You have a good followthrough, and end every shot with your fingers brushing your face.
I see two areas you could work on. The most obvious is that you are raising your shoulders as you raise the bow. Practice raising your arms without raising your shoulders. Your shoulders should stay in the same back and down neutral position they are in before you begin to draw the bow during the whole shot.
The second is your alignment. You release the shot before you get into really good alignment. This means you are holding the shot too much with your arm muscles, which requires too much effort. If you rotated your drawing elbow a little more behind the arrow and engaged your back muscles more, you would achieve better bone on bone alignment, and would be more stable at full draw.
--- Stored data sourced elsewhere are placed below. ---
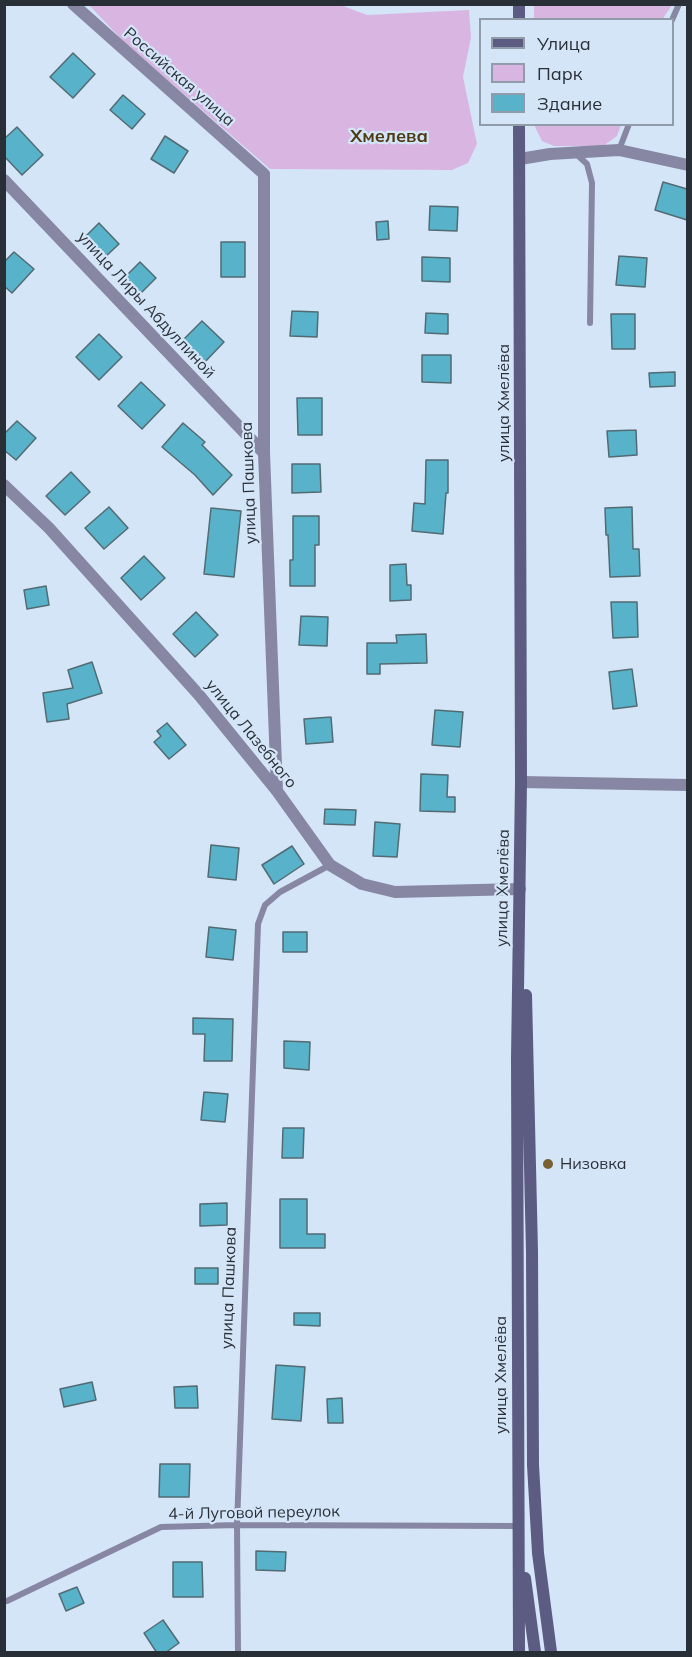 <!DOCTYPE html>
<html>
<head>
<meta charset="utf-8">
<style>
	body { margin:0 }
	#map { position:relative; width:692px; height:1657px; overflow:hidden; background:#d4e5f8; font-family:Mulish,sans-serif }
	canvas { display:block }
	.frame { position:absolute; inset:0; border:6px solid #292f36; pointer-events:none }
	.legend { position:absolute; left:479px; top:18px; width:195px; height:108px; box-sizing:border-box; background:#d4e5f8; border:2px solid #909caa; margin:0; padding:8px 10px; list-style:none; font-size:18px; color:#292f36 }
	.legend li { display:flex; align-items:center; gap:12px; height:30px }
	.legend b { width:30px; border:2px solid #909caa }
</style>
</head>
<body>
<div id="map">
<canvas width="692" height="1657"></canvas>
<div class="frame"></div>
<ul class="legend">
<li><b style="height:8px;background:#5c5b82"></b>Улица</li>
<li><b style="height:16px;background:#d9b6e2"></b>Парк</li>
<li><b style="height:16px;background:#57b2ca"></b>Здание</li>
</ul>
</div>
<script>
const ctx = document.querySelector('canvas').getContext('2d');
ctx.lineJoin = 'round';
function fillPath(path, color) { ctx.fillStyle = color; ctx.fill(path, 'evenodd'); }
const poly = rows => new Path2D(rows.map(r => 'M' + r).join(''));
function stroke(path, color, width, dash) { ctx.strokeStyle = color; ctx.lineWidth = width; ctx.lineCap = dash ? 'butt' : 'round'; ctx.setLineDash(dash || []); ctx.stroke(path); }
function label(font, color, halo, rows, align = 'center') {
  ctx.font = font + ' Mulish,sans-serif'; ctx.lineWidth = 4.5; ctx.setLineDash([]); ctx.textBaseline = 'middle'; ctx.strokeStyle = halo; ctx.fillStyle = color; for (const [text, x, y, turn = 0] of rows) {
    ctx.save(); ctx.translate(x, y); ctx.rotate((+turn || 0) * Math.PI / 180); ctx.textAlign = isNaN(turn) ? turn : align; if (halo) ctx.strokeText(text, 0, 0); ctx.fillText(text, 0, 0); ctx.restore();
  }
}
fillPath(poly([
	[338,4,367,15,469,10,471,38,463,77,477,144,468,163,452,170,270,169,126,44,89,5],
	[534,5,534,4,672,5,662,20,534,19],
	[534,125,621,125,617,136,603,146,554,146,542,141]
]), '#d9b6e2');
const building = poly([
	[73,53,95,74,73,98,50,77,73,53],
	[123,95,145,114,132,129,110,110,123,95],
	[17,127,43,155,22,175,4,156,4,139,17,127],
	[165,136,188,151,174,173,151,159,165,136],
	[663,182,687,189,687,220,655,210,663,182],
	[430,206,458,207,457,231,429,230,430,206],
	[388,221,389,239,377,240,376,222,388,221],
	[99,223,119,244,103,259,83,239,99,223],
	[221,242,245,242,245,277,221,277,221,242],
	[14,252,34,269,12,293,4,286,4,262,14,252],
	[619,256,647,258,645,287,616,285,619,256],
	[422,257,450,258,450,282,422,281,422,257],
	[140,262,156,278,138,296,122,280,140,262],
	[292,311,318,312,317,337,290,336,292,311],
	[426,313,448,314,448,334,425,333,426,313],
	[611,314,635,314,635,349,612,349,611,314],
	[202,321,224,342,202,365,179,344,202,321],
	[99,334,122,357,99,380,76,357,99,334],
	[422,355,451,355,451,383,422,382,422,355],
	[675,372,675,386,650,387,649,373,675,372],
	[141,382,165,405,142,429,118,406,141,382],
	[297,398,322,398,322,435,298,435,297,398],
	[17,421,36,438,16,460,4,450,4,434,17,421],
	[183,423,205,442,202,445,232,475,213,495,195,475,162,447,183,423],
	[636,430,637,455,609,457,607,431,636,430],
	[426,460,448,460,448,493,446,493,443,534,412,531,414,503,425,504,426,460],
	[292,464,320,464,321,492,292,493,292,464],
	[71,472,90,492,65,515,46,496,71,472],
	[109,507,128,528,104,549,85,528,109,507],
	[632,507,633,549,639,549,640,576,610,577,608,535,606,535,605,508,632,507],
	[211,508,241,511,234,577,204,574,211,508],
	[293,516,319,516,319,545,315,545,315,586,290,586,290,560,293,560,293,516],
	[144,556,165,578,141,600,121,578,144,556],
	[406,564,407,585,411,585,411,600,390,601,390,565,406,564],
	[46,586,49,605,27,609,24,590,46,586],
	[611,602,637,602,638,637,613,638,611,602],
	[196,612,218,635,195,657,173,634,196,612],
	[301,616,328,617,327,646,299,645,301,616],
	[426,634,427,663,380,664,380,674,367,674,367,643,397,643,396,635,426,634],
	[92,662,102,693,67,704,69,719,47,722,43,693,73,688,68,670,92,662],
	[632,669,637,706,613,709,609,672,632,669],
	[435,710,463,712,460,747,432,745,435,710],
	[331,717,333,742,306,744,304,719,331,717],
	[167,723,186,745,169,759,154,742,161,736,157,731,167,723],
	[421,774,448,775,447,797,455,797,455,812,420,811,421,774],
	[325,809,356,810,355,825,324,824,325,809],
	[375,822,400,824,397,857,373,856,375,822],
	[211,845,239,848,236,880,208,877,211,845],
	[292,846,304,864,274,884,262,865,292,846],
	[209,927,236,930,233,960,206,957,209,927],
	[283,932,307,932,307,952,283,952,283,932],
	[193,1018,233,1019,232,1061,204,1061,205,1034,193,1034,193,1018],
	[284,1041,310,1042,309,1070,284,1068,284,1041],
	[204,1092,228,1094,225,1122,201,1120,204,1092],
	[283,1128,304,1128,303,1158,282,1158,283,1128],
	[280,1199,307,1199,307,1234,325,1234,325,1248,280,1248,280,1199],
	[227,1203,227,1225,200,1226,200,1204,227,1203],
	[195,1268,218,1268,218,1284,195,1284,195,1268],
	[294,1313,320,1313,320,1326,294,1325,294,1313],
	[276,1365,305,1367,301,1421,272,1419,276,1365],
	[92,1382,96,1400,64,1407,60,1389,92,1382],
	[197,1386,198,1408,175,1408,174,1387,197,1386],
	[342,1398,343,1423,328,1423,327,1399,342,1398],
	[160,1464,190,1464,189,1497,159,1497,160,1464],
	[256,1551,286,1552,285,1571,256,1570,256,1551],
	[173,1562,202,1562,203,1597,173,1597,173,1562],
	[77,1587,84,1603,66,1611,59,1594,77,1587],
	[163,1620,179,1643,165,1653,157,1653,144,1633,163,1620]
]);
fillPath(building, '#57b2ca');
stroke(building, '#526b72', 1.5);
stroke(poly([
	[672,20,679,4],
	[619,150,629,124],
	[575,153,587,164,592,183,590,323],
	[7,1601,161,1527,237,1525,518,1526],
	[238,1652,237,1525,258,924,265,905,280,892,330,865]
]), '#8787a3', 6);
stroke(poly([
	[73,4,264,174,264,453,277,791],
	[520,159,550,154,619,150,688,165],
	[4,180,264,453],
	[4,485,49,528,199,695,277,791,330,865,362,884,395,892,520,889],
	[521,782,688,785]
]), '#8787a3', 12);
stroke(poly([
	[519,4,519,20],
	[526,995,532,1252,533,1465,538,1553,551,1652],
	[525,1578,535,1652],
	[519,1652,517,1058,521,782,519,124]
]), '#5c5b82', 12);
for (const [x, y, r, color] of [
	[548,1164,6,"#7a6132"]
]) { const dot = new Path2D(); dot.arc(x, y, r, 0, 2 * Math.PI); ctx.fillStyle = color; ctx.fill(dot); stroke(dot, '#d4e5f8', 2); }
label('16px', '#292f36', '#d4e5f8', [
	["Российская улица",179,77,41],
	["улица Лиры Абдуллиной",146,305,47],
	["улица Хмелёва",504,403,-90],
	["улица Пашкова",249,483,-92],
	["улица Лазебного",251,734,51],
	["улица Хмелёва",503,888,-89],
	["улица Пашкова",229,1288,-88],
	["улица Хмелёва",501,1375,-90],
	["4-й Луговой переулок",254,1513,-1]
]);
label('16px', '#292f36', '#d4e5f8', [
	["Низовка",560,1164]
], 'left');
label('bold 18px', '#4d3a14', '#d4e5f8', [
	["Хмелева",389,137]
]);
</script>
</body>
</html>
You have probably trained yourself to release the arrow as soon as you touch your anchor. There is nothing wrong with that, but you are touching your anchor before achieving full draw and expansion, and so are releasing a little prematurely. If you learned to use the rotational draw instead of the straight back draw you're using now, it would help you to get into your back muscles more, and enable you to hold your drawing hand just off your face until you reach full draw. You could still trigger your release with your anchor. It's just that you wouldn't touch your anchor until you reach full draw.
If you are interested in the rotational draw, look up Arne Moe on YouTube. Hopefully his videos are still there even though he is no longer with us. He helped a lot of people on TradGang over the years. Arne used the rotational draw with a short hold, but that's not necessary if you prefer to snap shoot.